SaveModel(AiModelResult<T, TInput, TOutput>, string)
Saves a trained model to a file.
void SaveModel(AiModelResult<T, TInput, TOutput> model, string filePath)
Parameters
modelAiModelResult<T, TInput, TOutput>The trained model to save.
filePathstringThe file path where the model should be saved.
Remarks
This method persists a model to disk so it can be reused later without retraining.
For Beginners: Training a model can take a lot of time and computing power. This method lets you save your trained model to a file on your computer, so you can use it again later without having to retrain it. It's like saving a document you've been working on.
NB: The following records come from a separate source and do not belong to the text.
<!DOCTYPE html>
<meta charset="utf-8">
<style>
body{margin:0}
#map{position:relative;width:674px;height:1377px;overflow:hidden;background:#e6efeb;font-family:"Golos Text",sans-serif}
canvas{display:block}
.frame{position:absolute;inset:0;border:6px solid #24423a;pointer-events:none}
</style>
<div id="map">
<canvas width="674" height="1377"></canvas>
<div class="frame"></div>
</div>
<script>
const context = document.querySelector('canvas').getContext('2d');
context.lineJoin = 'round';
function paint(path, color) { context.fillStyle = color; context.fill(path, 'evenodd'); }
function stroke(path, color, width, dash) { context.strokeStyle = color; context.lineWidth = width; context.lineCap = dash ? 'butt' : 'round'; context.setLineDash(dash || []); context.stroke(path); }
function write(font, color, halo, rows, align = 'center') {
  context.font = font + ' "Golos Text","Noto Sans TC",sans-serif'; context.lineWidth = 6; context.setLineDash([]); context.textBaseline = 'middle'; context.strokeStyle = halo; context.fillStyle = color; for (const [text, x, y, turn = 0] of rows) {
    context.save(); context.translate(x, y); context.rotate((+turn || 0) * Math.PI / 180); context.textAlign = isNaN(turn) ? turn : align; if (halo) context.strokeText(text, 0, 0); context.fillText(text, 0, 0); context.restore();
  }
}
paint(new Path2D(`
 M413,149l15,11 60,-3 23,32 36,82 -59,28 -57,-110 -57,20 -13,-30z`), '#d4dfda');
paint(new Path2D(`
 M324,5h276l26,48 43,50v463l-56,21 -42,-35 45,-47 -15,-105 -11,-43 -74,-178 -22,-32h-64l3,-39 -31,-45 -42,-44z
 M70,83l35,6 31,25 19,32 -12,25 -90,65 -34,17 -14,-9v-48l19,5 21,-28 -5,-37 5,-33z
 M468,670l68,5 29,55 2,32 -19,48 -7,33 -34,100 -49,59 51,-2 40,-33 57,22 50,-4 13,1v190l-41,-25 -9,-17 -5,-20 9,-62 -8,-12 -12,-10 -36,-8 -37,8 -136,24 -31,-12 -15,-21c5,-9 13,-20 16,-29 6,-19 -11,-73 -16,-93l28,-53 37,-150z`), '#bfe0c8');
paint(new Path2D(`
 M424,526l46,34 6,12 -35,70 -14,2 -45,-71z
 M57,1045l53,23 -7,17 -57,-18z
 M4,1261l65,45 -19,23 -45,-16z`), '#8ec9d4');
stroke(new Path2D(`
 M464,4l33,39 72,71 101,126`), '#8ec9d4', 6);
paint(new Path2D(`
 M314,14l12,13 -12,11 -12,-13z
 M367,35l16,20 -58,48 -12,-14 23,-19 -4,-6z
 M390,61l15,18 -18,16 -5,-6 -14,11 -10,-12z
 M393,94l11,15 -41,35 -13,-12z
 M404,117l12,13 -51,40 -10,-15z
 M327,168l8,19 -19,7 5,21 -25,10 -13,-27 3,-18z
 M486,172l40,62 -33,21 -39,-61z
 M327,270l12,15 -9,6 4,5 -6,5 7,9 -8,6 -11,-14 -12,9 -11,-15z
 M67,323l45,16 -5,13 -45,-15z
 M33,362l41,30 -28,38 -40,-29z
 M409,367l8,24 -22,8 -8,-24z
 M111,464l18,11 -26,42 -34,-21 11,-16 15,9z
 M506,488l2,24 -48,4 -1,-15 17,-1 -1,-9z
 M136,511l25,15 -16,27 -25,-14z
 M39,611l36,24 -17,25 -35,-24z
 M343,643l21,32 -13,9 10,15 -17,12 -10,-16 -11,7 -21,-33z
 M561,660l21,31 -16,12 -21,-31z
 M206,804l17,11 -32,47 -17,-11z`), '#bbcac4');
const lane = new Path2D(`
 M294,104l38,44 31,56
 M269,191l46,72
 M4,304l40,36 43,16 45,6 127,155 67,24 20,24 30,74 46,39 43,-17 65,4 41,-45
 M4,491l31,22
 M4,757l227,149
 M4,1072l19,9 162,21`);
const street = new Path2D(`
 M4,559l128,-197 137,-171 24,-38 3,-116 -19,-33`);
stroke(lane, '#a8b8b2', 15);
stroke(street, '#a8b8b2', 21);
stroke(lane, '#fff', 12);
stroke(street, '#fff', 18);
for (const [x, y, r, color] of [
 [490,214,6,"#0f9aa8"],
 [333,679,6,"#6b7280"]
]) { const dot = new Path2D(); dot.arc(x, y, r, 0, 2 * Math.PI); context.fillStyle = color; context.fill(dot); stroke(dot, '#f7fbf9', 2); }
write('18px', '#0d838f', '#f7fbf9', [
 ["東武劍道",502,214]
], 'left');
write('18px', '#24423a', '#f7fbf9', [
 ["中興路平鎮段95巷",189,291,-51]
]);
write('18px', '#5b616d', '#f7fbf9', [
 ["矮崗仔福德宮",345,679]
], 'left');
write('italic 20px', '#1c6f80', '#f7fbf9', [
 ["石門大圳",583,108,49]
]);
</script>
SerializeModel(AiModelResult<T, TInput, TOutput>)
Converts a trained model into a byte array for storage or transmission.
byte[] SerializeModel(AiModelResult<T, TInput, TOutput> model)
Parameters
modelAiModelResult<T, TInput, TOutput>The trained model to serialize.
Returns
- byte[]
A byte array containing the serialized model data.
Remarks
This method transforms a model into a compact binary format that can be stored in memory, databases, or transmitted over networks.
For Beginners: Serialization is like packing your model into a compact digital suitcase. Instead of saving to a file (like with SaveModel), this method converts your model into a series of bytes that can be:
- Stored in a database
- Sent over the internet
- Kept in computer memory
- Embedded in other applications
This is useful when you need to store models in places other than files or when you want to send models between different parts of your application.